The mine uses a combination of air freight (for gold doré and key consumables) and road convoys for bulk materials. Barrick's operational management emphasises supply-chain resilience as a core logistical challenge.
Security context in Haut-Uele is more complex than in Lualaba.
While the immediate area around Kibali has been relatively stable, the broader northeastern DRC has experienced intermittent armed-group activity. Kibali's remote location, self-contained infrastructure, and Barrick's operational history in challenging jurisdictions have maintained continuous production.
Eastern DRC gold context
Beyond Kibali, gold is produced across five provinces: North Kivu, South Kivu, Maniema, Ituri, and Tanganyika. Production is almost entirely artisanal.

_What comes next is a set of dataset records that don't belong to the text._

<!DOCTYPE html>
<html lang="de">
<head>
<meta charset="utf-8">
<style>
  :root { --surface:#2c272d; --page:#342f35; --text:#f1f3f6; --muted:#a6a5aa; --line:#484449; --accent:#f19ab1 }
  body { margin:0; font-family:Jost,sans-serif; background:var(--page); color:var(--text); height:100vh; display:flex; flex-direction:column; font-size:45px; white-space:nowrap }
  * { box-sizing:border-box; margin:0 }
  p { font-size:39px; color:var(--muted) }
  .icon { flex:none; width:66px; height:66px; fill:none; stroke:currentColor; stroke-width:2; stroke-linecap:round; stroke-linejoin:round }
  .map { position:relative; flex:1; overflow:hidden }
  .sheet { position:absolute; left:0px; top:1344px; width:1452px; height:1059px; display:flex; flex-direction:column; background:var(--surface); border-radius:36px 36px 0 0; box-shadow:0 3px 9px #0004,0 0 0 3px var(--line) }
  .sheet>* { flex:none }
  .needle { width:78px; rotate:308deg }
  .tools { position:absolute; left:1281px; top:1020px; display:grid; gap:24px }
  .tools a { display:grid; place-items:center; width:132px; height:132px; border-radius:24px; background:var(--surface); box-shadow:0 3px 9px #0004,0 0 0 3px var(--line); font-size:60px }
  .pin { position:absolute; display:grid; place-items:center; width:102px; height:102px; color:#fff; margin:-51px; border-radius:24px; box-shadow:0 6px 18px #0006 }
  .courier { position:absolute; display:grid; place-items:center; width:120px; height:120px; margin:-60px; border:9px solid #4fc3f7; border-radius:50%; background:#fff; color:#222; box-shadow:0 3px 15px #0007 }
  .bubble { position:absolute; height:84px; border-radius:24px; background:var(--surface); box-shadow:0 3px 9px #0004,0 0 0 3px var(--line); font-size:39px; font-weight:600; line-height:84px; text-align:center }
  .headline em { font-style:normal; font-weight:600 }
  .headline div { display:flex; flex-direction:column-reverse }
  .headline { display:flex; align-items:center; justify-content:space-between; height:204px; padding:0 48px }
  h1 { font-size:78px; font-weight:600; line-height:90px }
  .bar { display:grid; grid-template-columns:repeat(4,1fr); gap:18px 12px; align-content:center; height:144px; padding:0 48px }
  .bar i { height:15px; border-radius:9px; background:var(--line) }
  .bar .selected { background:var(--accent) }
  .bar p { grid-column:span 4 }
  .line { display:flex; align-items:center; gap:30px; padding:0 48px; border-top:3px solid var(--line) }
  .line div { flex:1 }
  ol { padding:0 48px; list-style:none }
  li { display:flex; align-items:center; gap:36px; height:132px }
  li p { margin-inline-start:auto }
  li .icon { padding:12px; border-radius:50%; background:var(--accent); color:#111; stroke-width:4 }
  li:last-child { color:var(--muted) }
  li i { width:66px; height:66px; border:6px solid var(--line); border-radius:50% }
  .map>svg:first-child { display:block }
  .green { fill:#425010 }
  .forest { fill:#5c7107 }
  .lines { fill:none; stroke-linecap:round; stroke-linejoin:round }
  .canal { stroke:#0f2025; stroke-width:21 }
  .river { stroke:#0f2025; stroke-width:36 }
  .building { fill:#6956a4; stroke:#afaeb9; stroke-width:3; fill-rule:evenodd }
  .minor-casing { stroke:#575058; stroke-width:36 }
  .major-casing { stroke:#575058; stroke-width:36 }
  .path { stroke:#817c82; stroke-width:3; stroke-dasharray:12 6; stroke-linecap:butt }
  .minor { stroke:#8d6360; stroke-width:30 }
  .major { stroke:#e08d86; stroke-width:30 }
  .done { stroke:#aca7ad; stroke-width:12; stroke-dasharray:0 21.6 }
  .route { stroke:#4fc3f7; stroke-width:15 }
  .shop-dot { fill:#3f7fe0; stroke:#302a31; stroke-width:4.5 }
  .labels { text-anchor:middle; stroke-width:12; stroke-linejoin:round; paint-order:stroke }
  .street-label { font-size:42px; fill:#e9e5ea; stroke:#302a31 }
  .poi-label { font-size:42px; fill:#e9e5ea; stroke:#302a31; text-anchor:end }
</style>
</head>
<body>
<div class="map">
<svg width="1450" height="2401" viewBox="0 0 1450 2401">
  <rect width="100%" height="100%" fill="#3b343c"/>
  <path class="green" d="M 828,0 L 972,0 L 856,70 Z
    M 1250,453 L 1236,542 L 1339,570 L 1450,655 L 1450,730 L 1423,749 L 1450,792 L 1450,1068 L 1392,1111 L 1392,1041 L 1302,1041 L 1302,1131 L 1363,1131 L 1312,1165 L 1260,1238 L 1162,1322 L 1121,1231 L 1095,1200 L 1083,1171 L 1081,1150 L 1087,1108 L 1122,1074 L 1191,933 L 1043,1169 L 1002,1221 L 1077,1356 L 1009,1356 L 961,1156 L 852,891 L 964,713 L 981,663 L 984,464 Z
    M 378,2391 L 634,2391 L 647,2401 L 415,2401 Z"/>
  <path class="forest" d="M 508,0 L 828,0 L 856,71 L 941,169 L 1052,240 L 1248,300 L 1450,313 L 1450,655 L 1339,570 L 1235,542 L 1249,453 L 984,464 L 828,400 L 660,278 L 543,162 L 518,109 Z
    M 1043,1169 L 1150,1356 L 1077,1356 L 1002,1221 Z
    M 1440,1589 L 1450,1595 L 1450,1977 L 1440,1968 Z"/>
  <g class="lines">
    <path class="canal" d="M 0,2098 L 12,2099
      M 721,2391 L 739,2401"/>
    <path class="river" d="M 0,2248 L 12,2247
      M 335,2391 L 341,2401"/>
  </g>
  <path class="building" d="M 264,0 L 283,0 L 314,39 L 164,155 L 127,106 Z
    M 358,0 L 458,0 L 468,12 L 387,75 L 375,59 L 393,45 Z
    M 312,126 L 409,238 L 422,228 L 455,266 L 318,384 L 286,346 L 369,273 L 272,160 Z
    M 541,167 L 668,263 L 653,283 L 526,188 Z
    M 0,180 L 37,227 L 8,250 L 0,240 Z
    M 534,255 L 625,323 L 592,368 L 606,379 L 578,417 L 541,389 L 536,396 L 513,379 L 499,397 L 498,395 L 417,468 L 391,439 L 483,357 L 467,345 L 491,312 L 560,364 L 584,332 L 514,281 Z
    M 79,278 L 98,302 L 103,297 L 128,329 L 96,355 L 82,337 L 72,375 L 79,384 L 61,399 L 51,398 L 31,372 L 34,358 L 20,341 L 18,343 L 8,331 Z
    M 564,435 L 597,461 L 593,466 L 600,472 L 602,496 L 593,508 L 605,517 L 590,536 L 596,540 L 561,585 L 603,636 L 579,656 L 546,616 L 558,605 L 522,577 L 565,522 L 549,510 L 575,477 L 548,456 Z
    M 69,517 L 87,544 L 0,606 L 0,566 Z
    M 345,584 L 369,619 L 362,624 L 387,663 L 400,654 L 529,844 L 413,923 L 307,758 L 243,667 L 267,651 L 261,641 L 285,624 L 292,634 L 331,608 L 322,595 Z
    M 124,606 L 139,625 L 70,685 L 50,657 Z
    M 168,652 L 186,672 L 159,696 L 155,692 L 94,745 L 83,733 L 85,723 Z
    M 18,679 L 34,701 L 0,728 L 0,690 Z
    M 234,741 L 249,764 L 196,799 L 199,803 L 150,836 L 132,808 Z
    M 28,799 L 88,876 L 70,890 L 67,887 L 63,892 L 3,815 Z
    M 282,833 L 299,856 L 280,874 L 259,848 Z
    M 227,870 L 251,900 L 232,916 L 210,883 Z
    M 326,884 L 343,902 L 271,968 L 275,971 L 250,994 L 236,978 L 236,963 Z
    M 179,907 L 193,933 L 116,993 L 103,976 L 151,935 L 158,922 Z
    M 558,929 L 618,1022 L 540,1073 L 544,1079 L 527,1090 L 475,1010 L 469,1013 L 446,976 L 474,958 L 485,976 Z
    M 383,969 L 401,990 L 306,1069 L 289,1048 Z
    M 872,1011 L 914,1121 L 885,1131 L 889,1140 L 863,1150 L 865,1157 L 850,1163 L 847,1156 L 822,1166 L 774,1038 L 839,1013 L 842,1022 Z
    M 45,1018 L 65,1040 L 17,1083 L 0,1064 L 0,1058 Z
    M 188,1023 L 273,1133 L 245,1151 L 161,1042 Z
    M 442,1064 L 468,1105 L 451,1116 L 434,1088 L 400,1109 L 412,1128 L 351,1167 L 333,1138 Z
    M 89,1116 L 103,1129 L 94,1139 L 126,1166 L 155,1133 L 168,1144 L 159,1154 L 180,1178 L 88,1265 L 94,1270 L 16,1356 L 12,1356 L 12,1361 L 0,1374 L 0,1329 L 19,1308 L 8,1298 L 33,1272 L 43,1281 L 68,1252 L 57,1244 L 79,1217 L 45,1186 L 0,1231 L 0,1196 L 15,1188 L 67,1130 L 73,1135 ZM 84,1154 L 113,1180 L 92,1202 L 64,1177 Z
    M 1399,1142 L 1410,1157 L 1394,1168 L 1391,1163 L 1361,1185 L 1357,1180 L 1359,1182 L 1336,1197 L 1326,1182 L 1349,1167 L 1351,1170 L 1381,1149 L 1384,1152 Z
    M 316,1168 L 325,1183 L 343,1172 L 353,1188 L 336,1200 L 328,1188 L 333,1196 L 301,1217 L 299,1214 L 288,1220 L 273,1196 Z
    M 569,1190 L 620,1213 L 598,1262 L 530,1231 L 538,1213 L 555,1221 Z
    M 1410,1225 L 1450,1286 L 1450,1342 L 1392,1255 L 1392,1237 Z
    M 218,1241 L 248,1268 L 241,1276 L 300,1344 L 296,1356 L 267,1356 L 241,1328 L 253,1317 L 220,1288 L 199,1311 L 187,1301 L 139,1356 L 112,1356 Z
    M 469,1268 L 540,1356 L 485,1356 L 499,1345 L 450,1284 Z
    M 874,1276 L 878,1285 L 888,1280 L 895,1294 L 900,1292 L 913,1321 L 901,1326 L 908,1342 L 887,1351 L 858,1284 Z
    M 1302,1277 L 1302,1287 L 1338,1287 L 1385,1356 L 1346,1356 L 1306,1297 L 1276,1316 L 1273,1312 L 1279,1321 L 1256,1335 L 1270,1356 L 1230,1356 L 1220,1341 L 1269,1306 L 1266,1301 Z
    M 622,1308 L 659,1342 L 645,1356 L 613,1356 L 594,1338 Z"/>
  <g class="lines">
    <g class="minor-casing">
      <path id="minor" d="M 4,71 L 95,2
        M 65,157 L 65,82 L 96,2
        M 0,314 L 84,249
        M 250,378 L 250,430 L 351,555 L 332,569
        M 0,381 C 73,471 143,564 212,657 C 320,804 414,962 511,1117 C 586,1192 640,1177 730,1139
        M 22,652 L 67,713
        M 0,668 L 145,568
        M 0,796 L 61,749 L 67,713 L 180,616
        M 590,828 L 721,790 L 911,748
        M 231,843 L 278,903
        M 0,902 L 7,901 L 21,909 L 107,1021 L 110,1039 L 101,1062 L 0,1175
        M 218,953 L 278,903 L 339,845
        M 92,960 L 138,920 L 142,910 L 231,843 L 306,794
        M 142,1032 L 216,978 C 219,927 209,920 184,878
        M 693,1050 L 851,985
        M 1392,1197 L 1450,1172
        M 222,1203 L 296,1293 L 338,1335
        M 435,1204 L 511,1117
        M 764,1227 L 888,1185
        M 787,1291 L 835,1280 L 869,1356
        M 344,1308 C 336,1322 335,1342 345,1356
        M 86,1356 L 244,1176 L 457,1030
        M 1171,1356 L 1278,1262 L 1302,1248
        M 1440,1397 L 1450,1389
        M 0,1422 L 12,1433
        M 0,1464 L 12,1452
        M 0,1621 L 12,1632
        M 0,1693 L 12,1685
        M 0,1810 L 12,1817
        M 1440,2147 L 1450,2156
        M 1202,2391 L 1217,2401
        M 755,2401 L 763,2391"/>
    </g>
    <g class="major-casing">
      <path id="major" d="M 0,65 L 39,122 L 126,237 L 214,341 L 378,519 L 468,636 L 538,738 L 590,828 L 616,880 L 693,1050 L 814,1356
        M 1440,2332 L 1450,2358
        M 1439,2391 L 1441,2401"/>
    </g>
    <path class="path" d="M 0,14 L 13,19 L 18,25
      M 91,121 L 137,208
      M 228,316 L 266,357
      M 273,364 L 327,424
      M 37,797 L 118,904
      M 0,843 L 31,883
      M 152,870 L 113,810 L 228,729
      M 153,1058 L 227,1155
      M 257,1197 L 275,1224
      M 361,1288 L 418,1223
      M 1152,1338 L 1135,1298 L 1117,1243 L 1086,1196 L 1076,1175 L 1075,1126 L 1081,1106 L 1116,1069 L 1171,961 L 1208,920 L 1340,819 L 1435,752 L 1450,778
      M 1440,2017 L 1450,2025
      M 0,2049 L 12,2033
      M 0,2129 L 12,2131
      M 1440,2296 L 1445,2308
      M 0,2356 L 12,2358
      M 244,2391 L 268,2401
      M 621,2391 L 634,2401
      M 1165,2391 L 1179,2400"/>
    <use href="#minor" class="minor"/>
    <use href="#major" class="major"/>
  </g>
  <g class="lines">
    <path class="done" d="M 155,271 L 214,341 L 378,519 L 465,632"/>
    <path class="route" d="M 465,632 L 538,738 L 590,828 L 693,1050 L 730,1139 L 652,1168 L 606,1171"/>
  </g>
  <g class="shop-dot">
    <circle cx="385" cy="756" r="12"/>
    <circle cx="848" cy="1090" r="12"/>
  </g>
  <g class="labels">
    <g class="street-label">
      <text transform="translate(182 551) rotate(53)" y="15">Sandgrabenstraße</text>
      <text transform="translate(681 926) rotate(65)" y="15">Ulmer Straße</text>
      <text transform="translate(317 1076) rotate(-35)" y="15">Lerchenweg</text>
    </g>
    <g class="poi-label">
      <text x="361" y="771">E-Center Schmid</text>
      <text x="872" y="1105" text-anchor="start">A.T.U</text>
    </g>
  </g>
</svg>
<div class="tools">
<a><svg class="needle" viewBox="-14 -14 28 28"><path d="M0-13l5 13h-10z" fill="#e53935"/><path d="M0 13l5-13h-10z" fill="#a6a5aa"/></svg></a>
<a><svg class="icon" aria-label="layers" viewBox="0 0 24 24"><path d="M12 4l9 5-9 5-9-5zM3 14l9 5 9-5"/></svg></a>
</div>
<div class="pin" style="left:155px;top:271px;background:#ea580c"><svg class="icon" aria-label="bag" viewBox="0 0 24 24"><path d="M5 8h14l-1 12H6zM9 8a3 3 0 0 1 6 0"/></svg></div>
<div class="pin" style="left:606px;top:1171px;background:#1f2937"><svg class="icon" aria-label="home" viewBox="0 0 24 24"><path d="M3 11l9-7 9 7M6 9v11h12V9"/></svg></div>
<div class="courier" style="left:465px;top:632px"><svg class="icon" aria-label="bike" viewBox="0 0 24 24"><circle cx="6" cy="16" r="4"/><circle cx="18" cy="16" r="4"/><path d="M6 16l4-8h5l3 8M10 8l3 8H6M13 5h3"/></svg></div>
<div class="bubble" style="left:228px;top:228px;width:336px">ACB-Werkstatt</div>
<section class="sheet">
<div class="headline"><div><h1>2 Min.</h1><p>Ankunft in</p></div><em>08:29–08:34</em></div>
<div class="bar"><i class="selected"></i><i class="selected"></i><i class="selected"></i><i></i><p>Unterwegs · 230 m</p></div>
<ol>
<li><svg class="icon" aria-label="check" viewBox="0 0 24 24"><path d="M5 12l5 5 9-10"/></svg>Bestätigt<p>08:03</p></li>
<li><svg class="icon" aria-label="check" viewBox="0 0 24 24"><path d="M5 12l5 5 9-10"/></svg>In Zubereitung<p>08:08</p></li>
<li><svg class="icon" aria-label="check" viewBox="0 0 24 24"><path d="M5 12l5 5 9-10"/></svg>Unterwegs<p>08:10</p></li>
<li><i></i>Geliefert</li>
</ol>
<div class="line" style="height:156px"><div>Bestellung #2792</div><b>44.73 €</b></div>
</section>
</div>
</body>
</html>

The International Peace Information Service (IPIS) maps artisanal gold sites across the region; their database identifies several hundred active sites, many in areas with armed-group presence or documented conflict-finance connections.
Gold from eastern DRC moves through trader networks and often exits the country through Rwanda, Uganda, or Burundi before reaching formal refining channels.
This routing pattern creates due-diligence complexity for refiners and buyers: gold that appears in Rwandan or Ugandan export statistics may contain a DRC-origin fraction that triggers OECD due-diligence obligations.
How gold coverage should differ from copper-cobalt coverage
Analysts and journalists approaching DRC gold coverage should apply a different frame from the one used for copper and cobalt. For copper-cobalt, the primary analytical questions are: who owns the mine, what is the production run rate, and what does the fiscal regime mean for economics? For eastern DRC gold, those questions are secondary to: how does this gold flow, who controls the intermediary steps, and what governance frameworks apply?
The UN Group of Experts on the DRC, which reports annually to the Security Council, is the most systematic published source for eastern DRC gold flow analysis.
Their reports document specific trading companies, border crossings, and documented links between gold sales and armed-group financing that no other source tracks as systematically.